May I ask why anyone thinks this is a joke? The attempts in the 1990s to create a constitutional right to suicide were struck down by the courts, but the courts were reduced to speaking in tongues when they gave their reasons. The fact is that, if you accept the privacy-autonomy-liberty principle of the Griswald-Roe decisions, then there is no coherent reason why people should not have the right to end their own lives. In some places, notably in Holland, the medical system is already making extensive use of this logical extension. We should recall that, even in the US, the autonomy principle created the suicide question: it was the premise for the successful anti-natalist campaign that kept birthrates substantially below replacement levels in the 1970s and '80s, thus ensuring that there would be far fewer workers to support the Boomers in their old age. It would make perfect historical sense if the principle that created the problem should also solve it.
* * *
Ah, for the good old days of total war: John Dillin notes in The Christian Science Monitor that the US effort in Iraq has been attended by a certain lack of seriousness, which is true enough, and points to the decisive success of America's total wars. But what is a total war?
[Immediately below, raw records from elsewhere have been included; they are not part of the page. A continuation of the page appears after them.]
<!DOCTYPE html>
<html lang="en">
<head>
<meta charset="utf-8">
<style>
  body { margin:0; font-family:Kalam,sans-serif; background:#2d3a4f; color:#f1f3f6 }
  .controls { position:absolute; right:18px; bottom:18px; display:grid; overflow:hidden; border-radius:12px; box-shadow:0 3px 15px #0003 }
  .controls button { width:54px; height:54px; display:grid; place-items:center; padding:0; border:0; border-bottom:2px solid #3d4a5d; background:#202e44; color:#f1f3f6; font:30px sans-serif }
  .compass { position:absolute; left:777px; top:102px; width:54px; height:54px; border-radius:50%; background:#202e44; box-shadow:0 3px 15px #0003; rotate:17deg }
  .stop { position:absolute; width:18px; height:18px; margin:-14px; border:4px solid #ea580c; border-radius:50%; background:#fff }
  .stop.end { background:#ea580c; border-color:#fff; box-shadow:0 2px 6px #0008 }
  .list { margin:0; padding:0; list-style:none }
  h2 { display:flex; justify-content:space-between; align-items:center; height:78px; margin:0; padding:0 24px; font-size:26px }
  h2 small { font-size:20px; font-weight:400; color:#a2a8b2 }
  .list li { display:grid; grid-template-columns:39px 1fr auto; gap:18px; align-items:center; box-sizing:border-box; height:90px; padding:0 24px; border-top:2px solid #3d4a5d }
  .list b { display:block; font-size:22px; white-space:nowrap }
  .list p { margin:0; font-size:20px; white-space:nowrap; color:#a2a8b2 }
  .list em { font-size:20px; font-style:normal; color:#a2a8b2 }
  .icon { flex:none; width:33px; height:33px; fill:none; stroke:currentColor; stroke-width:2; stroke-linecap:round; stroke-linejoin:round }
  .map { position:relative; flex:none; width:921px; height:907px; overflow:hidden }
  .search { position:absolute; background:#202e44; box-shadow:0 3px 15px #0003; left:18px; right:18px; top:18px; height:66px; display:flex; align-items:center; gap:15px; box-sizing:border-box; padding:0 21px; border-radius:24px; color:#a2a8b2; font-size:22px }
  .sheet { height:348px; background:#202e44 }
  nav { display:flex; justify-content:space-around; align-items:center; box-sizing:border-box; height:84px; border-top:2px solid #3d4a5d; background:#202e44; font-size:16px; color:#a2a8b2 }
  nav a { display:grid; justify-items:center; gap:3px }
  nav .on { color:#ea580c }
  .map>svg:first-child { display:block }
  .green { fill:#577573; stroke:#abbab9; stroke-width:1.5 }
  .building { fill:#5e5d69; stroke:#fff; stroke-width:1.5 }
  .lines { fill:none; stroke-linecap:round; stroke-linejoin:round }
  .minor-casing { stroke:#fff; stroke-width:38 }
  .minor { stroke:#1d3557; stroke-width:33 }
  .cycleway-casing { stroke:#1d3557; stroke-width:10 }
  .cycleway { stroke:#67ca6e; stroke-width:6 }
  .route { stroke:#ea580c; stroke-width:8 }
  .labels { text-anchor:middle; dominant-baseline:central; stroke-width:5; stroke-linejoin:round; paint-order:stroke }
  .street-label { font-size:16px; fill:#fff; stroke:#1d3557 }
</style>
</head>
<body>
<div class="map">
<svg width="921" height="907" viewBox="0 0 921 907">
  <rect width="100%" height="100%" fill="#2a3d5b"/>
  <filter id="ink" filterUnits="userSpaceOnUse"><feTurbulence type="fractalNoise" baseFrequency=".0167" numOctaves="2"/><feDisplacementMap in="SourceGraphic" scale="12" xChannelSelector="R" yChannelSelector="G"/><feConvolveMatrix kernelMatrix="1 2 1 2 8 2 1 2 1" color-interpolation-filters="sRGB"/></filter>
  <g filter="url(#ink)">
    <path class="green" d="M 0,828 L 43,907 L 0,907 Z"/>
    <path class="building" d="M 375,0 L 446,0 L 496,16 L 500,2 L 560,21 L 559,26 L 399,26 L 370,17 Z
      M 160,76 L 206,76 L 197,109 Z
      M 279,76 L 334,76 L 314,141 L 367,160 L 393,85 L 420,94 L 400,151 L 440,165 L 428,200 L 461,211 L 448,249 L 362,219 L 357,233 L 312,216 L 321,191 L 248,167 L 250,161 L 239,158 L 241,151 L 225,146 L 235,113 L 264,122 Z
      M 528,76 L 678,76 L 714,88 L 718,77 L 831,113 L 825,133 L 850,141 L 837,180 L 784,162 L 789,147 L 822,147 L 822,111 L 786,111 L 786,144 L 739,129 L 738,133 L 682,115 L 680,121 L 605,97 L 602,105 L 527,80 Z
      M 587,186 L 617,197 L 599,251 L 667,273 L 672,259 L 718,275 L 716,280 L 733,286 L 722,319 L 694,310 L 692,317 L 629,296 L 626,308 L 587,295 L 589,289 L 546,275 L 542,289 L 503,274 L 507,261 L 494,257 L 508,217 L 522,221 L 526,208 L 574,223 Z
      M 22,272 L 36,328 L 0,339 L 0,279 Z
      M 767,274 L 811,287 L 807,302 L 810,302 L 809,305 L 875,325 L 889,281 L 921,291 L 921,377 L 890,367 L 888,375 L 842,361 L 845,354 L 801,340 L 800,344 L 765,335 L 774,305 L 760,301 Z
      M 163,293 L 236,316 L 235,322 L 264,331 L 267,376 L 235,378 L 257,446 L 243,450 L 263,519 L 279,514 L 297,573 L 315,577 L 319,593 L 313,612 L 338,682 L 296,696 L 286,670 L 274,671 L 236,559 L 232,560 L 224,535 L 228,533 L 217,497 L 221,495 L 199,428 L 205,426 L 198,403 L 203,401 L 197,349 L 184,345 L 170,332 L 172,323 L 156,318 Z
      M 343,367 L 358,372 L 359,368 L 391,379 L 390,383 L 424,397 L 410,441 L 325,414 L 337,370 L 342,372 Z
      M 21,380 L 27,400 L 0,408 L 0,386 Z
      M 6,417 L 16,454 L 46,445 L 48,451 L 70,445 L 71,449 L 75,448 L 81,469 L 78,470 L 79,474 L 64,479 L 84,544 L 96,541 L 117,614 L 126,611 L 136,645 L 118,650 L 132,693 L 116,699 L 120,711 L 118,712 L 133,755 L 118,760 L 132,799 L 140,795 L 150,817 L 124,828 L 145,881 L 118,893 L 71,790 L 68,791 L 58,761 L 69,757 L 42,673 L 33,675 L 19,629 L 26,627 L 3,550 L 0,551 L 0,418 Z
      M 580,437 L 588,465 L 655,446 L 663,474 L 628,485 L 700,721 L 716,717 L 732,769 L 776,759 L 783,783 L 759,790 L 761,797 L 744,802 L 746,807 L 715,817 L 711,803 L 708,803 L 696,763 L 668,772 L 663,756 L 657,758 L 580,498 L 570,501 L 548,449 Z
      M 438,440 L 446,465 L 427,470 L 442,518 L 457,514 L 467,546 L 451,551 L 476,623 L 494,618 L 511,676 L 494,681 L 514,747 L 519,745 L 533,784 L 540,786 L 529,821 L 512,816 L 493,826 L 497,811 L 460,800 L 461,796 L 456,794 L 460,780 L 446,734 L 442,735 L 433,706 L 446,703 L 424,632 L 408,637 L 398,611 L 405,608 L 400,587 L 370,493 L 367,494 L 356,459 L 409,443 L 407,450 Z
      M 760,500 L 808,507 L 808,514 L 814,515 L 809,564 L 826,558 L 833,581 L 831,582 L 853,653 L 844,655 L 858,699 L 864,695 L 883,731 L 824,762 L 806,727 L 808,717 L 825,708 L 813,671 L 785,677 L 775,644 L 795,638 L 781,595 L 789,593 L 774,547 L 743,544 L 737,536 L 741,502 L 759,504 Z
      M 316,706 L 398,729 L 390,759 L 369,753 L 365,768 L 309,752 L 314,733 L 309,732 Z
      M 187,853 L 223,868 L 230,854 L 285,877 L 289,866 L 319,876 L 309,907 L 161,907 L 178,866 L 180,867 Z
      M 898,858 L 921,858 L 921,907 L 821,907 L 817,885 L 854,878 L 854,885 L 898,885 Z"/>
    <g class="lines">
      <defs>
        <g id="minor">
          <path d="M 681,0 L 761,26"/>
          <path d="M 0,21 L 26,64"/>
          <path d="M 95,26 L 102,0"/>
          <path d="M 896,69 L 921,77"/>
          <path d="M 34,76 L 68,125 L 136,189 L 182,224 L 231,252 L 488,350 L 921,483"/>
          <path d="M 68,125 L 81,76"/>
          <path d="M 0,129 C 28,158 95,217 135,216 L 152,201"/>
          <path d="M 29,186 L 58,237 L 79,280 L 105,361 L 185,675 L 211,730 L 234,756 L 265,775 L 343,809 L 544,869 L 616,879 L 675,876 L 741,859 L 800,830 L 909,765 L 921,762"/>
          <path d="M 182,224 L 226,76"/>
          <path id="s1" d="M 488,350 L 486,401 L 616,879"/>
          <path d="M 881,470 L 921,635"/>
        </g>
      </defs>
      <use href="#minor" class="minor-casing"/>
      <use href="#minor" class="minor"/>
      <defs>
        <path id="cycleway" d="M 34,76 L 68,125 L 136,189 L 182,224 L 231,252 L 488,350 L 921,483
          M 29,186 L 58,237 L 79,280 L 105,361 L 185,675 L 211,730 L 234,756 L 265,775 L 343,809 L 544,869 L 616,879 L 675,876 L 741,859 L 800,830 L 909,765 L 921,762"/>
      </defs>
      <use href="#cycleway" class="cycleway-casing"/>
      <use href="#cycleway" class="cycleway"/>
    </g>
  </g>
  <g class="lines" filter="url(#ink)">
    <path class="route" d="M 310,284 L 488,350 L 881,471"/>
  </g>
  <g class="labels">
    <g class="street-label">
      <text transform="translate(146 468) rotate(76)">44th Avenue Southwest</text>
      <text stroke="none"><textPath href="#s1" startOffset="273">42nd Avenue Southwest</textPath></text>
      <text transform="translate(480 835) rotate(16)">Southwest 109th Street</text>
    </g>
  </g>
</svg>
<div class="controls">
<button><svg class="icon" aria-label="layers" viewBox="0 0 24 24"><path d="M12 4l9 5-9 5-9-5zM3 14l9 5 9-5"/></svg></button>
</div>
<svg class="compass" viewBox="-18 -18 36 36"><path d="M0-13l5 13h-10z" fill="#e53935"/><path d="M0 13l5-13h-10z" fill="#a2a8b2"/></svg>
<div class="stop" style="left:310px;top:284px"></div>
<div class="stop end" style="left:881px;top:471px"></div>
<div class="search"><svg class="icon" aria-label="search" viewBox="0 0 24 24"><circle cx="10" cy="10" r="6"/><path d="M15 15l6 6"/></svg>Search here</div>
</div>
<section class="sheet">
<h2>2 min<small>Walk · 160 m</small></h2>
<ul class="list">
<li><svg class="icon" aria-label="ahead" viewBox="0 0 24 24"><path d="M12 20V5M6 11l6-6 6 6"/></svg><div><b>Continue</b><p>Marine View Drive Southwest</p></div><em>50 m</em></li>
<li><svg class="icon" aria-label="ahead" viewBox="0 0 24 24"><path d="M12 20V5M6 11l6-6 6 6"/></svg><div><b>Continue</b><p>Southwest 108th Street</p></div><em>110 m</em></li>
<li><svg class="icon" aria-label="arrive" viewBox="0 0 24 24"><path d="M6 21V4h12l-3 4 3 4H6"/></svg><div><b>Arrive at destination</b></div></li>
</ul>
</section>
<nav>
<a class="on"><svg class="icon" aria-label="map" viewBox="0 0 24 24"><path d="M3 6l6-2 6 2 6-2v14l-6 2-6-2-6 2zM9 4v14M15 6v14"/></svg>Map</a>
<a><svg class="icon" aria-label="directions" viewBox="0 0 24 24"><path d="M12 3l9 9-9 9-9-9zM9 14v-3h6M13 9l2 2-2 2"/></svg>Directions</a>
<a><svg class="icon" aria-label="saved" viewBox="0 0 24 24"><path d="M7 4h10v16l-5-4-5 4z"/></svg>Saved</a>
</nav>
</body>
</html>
Total war means everything belonging to the enemy is a potential target – their factories, their cities, even their civilians. With clear orders from Roosevelt, generals such as Dwight Eisenhower and George Patton knew what to do. They obliterated Germany's and Japan's will to fight. The cost was high, including hundreds of thousands of civilian deaths in the Axis homelands.
Not really. Total war consists not so much in what you are willing to do to the enemy as what you are willing to do to yourself. The point is mobilization of the whole society, not annihilation of the other side. (The article remarks that there has been a singular dearth of mobilization for Iraq, which is also true.)
Simply for the purposes of discussion, might I suggest that total war, like the state-monopoly socialism with which it was so closely linked from 1860 to 1945, has become anachronistic? The Bush Administration's problem may be that it deployed the rhetoric of total war for an enterprise that would require no such effort, while the military that was deployed had systematically neglected the civil-administration skills that it would need for the 21st century. Similarly, the Perennial Opposition continued to look abroad for foreign allies and models, just as if Stalin were still in his Kremlin and all were right with the world.
What we may need is not Total War, but the ability to conduct Perpetual War, which by and by will become Perpetual Peace.